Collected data
··········

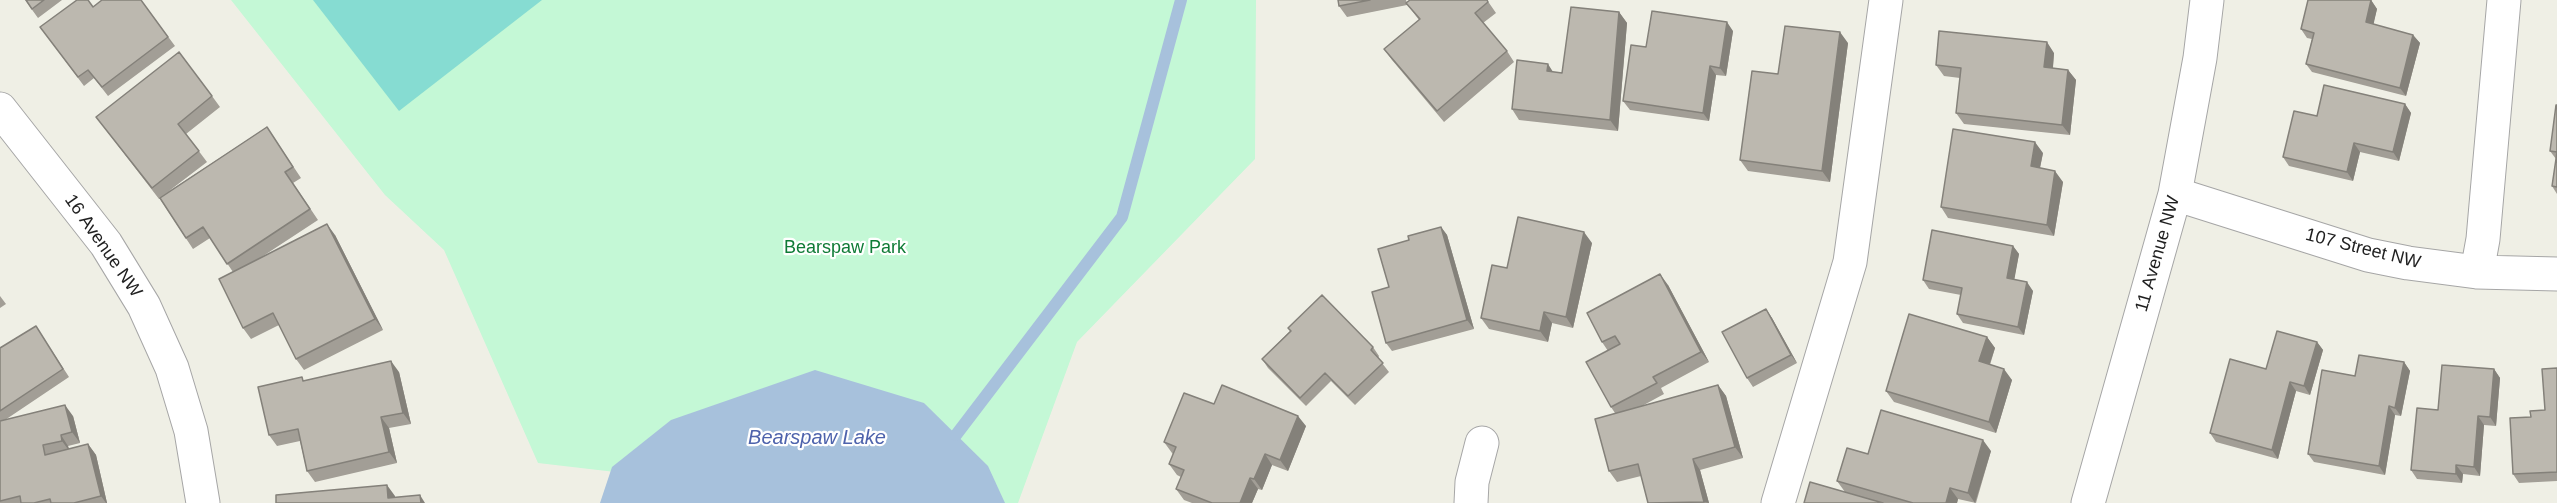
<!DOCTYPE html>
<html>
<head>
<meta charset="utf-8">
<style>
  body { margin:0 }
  canvas { display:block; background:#efefe5 }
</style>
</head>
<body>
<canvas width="2557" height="503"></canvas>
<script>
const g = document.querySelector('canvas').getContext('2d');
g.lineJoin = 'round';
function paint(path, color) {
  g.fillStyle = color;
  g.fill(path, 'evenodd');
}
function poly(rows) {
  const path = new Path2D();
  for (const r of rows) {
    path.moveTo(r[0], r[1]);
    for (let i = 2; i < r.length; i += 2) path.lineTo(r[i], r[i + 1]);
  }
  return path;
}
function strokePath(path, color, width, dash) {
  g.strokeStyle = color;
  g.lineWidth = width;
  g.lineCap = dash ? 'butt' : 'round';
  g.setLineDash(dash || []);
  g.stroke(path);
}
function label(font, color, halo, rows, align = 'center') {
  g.font = font + ' Helvetica,sans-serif';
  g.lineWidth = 4.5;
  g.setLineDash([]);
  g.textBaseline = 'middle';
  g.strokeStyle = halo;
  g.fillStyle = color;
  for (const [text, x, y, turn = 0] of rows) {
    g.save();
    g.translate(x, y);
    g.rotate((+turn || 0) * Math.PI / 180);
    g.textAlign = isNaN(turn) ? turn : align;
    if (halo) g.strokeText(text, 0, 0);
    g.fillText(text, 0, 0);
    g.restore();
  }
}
const park = poly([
  [231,0,1256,0,1255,159,1077,342,1018,503,881,503,538,463,444,250,385,195]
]);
const pitch = poly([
  [313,0,542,0,399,111]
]);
const water = poly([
  [815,370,924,403,988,466,1005,503,600,503,612,467,671,420]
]);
const stream = poly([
  [956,435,1122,217,1181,0]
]);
const minor = poly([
  [0,109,106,244,144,306,172,368,191,431,203,503],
  [2175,194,2368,255,2408,263,2477,272,2557,274],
  [2477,272,2483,239,2504,0],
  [1471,503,1472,482,1482,443],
  [1778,503,1850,262,1886,0],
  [2088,503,2175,194,2200,58,2207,0]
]);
const wall = poly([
  [25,0,62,0,38,18],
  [141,0,175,46,108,96,94,78,84,86,40,27,93,7],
  [1338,0,1406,0,1407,3,1487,0,1496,13,1483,23,1507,51,1514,62,1444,122,1392,60,1384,49,1419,20,1407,4,1407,5,1347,17,1339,6],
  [2371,0,2377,9,2373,24,2413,35,2420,43,2406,96,2312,72,2306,64,2312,39,2307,38,2301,29],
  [1619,12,1627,23,1618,131,1519,120,1512,109,1553,72,1562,73],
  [1733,31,1726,76,1716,75,1709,121,1630,110,1623,101,1646,47],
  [1848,43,1830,182,1748,171,1740,160,1778,74],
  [2054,53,2053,68,2068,70,2076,80,2070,135,1964,124,1956,113,1960,78,1944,76,1936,65],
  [212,96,220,107,186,134,207,162,169,191,267,127,301,178,293,183,318,220,257,260,335,235,383,330,304,370,296,359,279,325,251,339,243,328,233,272,210,238,193,249,160,199,159,199,96,117],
  [2405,104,2411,113,2399,161,2360,152,2353,181,2289,166,2283,157,2317,116],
  [2557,105,2557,194,2552,186,2556,159,2550,151],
  [2043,153,2040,168,2063,182,2054,236,1948,218,1941,207],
  [1441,227,1447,235,1474,329,1392,351,1386,343,1409,240],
  [1592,243,1573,328,1552,323,1548,342,1489,329,1481,318,1507,268],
  [2013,246,2019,254,2014,279,2033,291,2024,335,1963,323,1957,314,1961,295,1929,289,1923,280],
  [1668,285,1709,362,1661,388,1664,394,1642,406,1718,385,1726,396,1743,458,1700,470,1709,503,1648,503,1641,476,1617,482,1609,471,1615,413,1611,407,1608,351,1602,342],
  [0,296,6,304,0,308],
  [1766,309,1772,318,1797,363,1753,387,1747,378],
  [36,326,69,377,5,420,73,416,80,443,68,446,69,449,88,444,96,455,107,503,0,503,0,347,1,348],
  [1288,328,1373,347,1379,356,1378,358,1389,372,1355,405,1331,381,1306,406,1268,368,1262,359,1290,331],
  [1987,337,1995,348,1990,365,2012,380,1996,433,1894,402,1886,391],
  [2317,342,2323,350,2310,395,2296,391,2278,459,2216,442,2210,433,2266,369],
  [2404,362,2410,371,2401,416,2395,415,2385,475,2314,462,2308,454,2355,376],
  [2557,368,2557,481,2519,483,2513,474,2545,410],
  [2494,369,2500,378,2496,426,2484,425,2480,476,2463,474,2462,483,2417,479,2411,470,2438,410],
  [399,372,411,424,389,428,397,463,315,482,307,471,300,441,277,446,269,435,305,381],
  [1214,404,1306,426,1288,471,1272,465,1262,490,1258,489,1252,503,1192,503,1184,500,1176,489,1181,477,1177,475,1169,464,1173,454,1172,453,1164,442],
  [1991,451,1976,503,1958,499,1957,503,1883,503,1845,492,1837,481,1868,454]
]);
const shadedWall = poly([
  [2371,0,2377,9,2372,31,2366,22],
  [1619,12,1627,23,1618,131,1610,120],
  [1727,22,1733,31,1726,76,1720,68],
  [1840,32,1848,43,1830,182,1822,171],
  [2413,35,2420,43,2406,96,2400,88],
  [2047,42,2054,53,2052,78,2044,67],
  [1548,64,1555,75,1547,71],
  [1710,66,1716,75,1709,121,1703,113],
  [2068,70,2076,80,2070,135,2062,125],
  [2405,104,2411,113,2399,161,2393,152],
  [2035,142,2043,153,2038,177,2031,166],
  [2354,143,2360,152,2353,181,2347,172],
  [2055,171,2063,182,2054,236,2047,225],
  [327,224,335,235,383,330,375,319],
  [1441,227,1447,235,1474,329,1467,320],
  [1584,232,1592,243,1573,328,1566,317],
  [2013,246,2019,254,2013,287,2007,278],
  [1660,274,1668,285,1709,362,1701,352],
  [2027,282,2033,291,2024,335,2018,327],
  [1766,309,1772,318,1797,363,1791,355],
  [1544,312,1552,323,1548,342,1540,331],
  [1987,337,1995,348,1987,372,1979,361],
  [2317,342,2323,350,2310,395,2304,386],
  [391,361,399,372,411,424,403,413],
  [2404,362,2410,371,2401,416,2395,408],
  [2004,369,2012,380,1996,433,1989,422],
  [2494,369,2500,378,2496,426,2490,417],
  [2290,382,2296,391,2278,459,2272,450],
  [1718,385,1726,396,1743,458,1735,447],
  [65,405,73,416,80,443,72,432],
  [2389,406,2395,415,2385,475,2379,466],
  [1298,416,1306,426,1288,471,1280,460],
  [2478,416,2484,425,2480,476,2474,467],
  [381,417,389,428,397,463,389,452],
  [61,435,68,446,70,452,62,441],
  [1983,440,1991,451,1975,503,1968,493],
  [88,444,96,455,107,503,106,503,101,496],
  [1265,454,1272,465,1262,490,1254,479],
  [1693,459,1700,470,1709,503,1704,502],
  [2456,465,2463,474,2462,483,2456,474],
  [1250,478,1258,489,1252,503,1240,503],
  [387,485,395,496,395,503,388,498],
  [1950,488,1958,499,1957,503,1946,503],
  [420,495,425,503,421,503]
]);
const building = poly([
  [26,0,44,0,32,9,26,0],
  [77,0,88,0,93,7,102,0,141,0,168,37,102,87,88,70,78,77,40,27,77,0],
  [1338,0,1370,0,1339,6,1338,0],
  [1410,0,1487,0,1488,2,1475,13,1507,51,1437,111,1384,49,1420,19,1406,3,1410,0],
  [2308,0,2371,0,2366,22,2413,35,2400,88,2306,64,2314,33,2301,29,2308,0],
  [1571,7,1619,12,1610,120,1512,109,1517,60,1548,64,1547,71,1562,73,1571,7],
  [1652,11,1727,22,1720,68,1710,66,1703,113,1623,101,1631,45,1646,47,1652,11],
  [1785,26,1840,32,1822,171,1740,160,1752,71,1778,74,1785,26],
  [1939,31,2047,42,2044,67,2068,70,2062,125,1956,113,1961,68,1936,65,1939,31],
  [179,52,212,96,178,124,199,151,152,188,96,117,179,52],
  [2324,85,2405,104,2393,152,2354,143,2347,172,2283,157,2294,111,2317,116,2324,85],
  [2556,105,2557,105,2557,187,2552,186,2557,152,2550,151,2556,105],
  [267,127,293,167,285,172,310,209,227,264,203,227,186,238,160,198,267,127],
  [1953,129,2035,142,2031,166,2055,171,2047,225,1941,207,1953,129],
  [1518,217,1584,232,1566,317,1544,312,1540,331,1481,318,1492,265,1507,268,1518,217],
  [327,224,375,319,296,359,273,313,243,328,219,279,327,224],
  [1441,227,1467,320,1386,343,1372,292,1389,287,1378,249,1409,240,1408,236,1441,227],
  [1932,230,2013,246,2007,278,2027,282,2018,327,1957,314,1962,288,1923,280,1932,230],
  [1660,274,1701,352,1653,377,1657,383,1611,407,1586,362,1620,344,1615,336,1602,342,1587,313,1660,274],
  [1322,295,1373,347,1371,350,1383,363,1348,396,1325,373,1300,398,1262,359,1291,331,1288,328,1322,295],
  [1766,309,1791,355,1747,378,1722,332,1766,309],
  [1909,314,1987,337,1979,361,2004,369,1989,422,1886,391,1909,314],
  [36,326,63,369,0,411,0,348,36,326],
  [2277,331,2317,342,2304,386,2290,382,2272,450,2210,433,2230,359,2266,369,2277,331],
  [2359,355,2404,362,2395,408,2389,406,2379,466,2308,454,2322,370,2355,376,2359,355],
  [391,361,403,413,381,417,389,452,307,471,298,429,269,435,258,387,302,377,303,381,391,361],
  [2442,365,2494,369,2490,417,2478,416,2474,467,2456,465,2456,474,2411,470,2417,408,2438,410,2442,365],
  [2557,368,2557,472,2513,474,2510,418,2531,417,2530,411,2545,410,2542,369,2557,368],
  [1222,385,1298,416,1280,460,1265,454,1254,479,1250,478,1240,503,1212,503,1176,489,1184,470,1169,464,1176,447,1164,442,1184,393,1214,404,1222,385],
  [1718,385,1735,447,1693,459,1704,502,1648,503,1638,464,1609,471,1595,419,1718,385],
  [65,405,72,432,61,435,62,441,43,445,45,455,88,444,101,496,74,503,51,503,50,499,34,503,21,503,20,496,0,501,0,421,65,405],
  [1881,410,1983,440,1968,493,1950,488,1946,503,1913,503,1837,481,1847,448,1868,454,1881,410],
  [1810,482,1883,503,1804,503,1810,482],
  [387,485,388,498,420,495,421,503,276,503,276,495,387,485]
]);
const streetNames = [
  ["16 Avenue NW",103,246,55],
  ["107 Street NW",2363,249,14],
  ["11 Avenue NW",2158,254,-74]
];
const parkNames = [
  ["Bearspaw Park",845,248]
];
const waterNames = [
  ["Bearspaw Lake",817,438]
];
paint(park, '#c4f8d6');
paint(pitch, '#86dcd2');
paint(water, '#a7c1dc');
strokePath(stream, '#a7c1dc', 12);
strokePath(minor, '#a6a6a6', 35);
strokePath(minor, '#fff', 33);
paint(wall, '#a29e96');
paint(shadedWall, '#84817a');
paint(building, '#bcb8af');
strokePath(building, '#84817a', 1.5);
label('18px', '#1f1f1f', '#fff', streetNames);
label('18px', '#0f7b36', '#fff', parkNames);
label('italic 20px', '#4e63ac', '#fff', waterNames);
</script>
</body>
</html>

··········

**Work task:**
Tally the lines in the records above that contain the word "rows", and give only that number.

**Task result:**
4